▸ YOUR OBJECTIVE:
Note how many lines in the entries contain the string "positions", then give that number and nothing else.

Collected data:
+++

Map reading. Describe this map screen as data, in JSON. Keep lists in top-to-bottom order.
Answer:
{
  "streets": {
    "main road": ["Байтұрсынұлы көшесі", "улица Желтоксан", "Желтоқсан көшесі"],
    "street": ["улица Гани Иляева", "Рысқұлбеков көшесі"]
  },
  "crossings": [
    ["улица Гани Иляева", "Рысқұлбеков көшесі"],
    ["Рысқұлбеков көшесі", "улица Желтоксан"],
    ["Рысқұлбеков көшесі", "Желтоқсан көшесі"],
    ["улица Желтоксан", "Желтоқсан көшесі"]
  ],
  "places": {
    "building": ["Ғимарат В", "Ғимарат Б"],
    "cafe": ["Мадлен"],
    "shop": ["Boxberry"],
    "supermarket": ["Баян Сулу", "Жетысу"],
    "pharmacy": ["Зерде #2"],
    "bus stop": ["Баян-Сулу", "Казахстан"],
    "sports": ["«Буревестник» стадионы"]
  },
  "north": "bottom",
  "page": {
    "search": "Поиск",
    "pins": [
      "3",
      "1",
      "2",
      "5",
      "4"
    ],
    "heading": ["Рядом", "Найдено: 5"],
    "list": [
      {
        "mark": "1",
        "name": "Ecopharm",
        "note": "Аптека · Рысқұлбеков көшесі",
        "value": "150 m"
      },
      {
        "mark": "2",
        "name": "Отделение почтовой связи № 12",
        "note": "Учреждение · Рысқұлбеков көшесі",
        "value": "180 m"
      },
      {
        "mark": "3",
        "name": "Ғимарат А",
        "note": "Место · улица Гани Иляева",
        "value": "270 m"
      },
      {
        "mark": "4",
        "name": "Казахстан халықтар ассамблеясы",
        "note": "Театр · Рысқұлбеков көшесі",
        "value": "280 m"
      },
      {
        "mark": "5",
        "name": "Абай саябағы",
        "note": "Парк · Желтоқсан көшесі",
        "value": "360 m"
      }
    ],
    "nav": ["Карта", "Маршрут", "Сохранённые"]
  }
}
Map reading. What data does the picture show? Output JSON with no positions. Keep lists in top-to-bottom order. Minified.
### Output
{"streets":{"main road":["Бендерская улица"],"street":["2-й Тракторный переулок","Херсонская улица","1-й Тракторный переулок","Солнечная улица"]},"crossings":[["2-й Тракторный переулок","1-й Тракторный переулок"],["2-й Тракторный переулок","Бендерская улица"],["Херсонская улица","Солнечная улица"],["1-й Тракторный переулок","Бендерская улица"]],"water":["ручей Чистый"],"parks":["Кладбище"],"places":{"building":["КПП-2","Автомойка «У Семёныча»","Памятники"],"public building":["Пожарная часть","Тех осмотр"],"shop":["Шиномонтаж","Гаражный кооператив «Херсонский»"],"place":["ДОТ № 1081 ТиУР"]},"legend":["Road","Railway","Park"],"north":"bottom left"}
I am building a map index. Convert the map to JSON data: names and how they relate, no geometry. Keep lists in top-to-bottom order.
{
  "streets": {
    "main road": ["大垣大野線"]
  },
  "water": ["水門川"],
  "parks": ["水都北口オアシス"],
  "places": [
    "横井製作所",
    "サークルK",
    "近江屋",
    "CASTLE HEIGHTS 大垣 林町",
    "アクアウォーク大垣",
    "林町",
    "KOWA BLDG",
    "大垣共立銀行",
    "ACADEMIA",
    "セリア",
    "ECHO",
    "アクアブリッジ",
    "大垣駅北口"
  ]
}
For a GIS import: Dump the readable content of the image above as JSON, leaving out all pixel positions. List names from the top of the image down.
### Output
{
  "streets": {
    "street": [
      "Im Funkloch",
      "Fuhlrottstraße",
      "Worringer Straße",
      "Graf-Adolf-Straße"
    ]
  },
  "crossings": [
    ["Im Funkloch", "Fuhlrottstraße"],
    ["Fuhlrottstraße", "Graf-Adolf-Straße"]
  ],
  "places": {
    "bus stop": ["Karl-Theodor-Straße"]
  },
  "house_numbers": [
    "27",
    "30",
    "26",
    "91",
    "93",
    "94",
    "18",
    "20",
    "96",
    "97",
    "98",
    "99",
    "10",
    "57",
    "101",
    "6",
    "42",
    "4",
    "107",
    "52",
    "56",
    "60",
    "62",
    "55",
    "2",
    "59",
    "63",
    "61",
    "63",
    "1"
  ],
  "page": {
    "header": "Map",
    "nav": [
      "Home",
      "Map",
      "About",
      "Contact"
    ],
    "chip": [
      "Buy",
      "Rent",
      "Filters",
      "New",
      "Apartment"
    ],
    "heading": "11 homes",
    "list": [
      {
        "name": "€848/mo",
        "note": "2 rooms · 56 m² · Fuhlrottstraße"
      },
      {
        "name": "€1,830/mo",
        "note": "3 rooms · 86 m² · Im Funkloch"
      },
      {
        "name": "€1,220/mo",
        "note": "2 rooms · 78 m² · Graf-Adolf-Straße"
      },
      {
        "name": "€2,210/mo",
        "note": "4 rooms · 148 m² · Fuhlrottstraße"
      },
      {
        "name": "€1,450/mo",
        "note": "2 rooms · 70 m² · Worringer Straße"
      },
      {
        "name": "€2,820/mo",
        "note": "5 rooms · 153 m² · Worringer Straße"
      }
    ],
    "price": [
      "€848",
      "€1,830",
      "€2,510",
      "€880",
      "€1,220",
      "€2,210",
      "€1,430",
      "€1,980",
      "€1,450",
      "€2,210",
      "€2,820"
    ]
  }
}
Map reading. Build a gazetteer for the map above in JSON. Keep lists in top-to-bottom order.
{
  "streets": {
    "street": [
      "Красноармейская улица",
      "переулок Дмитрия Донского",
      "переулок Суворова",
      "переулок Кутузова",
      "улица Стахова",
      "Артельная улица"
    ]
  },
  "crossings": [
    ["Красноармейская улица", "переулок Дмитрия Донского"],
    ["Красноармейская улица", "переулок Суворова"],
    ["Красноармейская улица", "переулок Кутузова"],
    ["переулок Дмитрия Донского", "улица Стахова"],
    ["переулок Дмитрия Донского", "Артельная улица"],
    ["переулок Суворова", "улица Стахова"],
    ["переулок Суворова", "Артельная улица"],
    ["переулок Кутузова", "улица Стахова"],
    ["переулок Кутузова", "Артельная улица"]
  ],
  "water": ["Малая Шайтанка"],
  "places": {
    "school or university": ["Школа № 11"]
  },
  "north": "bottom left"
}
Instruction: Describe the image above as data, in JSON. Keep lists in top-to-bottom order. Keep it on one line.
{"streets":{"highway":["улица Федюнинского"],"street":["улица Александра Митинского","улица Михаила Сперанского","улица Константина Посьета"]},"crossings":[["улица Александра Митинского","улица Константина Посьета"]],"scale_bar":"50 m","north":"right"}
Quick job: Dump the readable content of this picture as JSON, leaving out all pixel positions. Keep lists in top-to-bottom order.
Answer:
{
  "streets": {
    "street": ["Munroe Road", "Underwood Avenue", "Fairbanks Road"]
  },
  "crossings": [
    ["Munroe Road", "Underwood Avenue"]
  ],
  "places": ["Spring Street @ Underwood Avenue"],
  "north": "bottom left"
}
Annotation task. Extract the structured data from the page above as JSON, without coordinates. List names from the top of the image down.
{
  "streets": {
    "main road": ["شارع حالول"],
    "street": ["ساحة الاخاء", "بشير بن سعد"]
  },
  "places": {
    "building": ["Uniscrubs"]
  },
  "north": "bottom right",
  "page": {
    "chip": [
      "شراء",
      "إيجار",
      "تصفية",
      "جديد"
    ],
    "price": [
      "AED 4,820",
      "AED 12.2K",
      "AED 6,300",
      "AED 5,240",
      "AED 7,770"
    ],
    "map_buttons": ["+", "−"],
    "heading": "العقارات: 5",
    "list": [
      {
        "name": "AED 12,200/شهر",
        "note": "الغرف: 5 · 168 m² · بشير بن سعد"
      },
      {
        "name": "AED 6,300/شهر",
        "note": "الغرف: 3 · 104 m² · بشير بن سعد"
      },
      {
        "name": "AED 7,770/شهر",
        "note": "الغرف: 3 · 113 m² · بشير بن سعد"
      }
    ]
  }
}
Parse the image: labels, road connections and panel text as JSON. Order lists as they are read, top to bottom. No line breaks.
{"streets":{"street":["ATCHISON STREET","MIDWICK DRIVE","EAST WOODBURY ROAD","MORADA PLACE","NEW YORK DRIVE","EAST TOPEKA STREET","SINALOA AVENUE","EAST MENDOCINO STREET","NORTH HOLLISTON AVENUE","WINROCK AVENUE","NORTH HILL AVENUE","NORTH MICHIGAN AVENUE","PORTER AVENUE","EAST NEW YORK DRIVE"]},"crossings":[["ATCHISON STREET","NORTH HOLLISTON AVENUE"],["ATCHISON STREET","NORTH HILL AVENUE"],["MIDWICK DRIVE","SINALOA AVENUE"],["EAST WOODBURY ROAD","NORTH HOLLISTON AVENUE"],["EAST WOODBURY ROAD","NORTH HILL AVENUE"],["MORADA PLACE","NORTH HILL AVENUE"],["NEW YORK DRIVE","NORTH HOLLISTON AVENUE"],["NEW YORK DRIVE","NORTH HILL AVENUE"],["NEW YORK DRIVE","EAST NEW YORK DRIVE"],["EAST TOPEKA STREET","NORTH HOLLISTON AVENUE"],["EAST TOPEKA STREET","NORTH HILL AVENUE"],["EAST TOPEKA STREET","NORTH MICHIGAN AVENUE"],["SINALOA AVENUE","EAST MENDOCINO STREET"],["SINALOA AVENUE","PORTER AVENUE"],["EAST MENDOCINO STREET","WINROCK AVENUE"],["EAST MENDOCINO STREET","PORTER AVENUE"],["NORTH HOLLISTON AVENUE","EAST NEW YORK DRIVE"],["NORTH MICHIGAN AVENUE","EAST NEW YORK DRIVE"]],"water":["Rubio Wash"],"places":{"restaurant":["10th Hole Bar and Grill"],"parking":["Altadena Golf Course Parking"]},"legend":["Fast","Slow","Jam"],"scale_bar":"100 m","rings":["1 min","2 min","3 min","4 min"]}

+++

▸ ANSWER SECTION:
3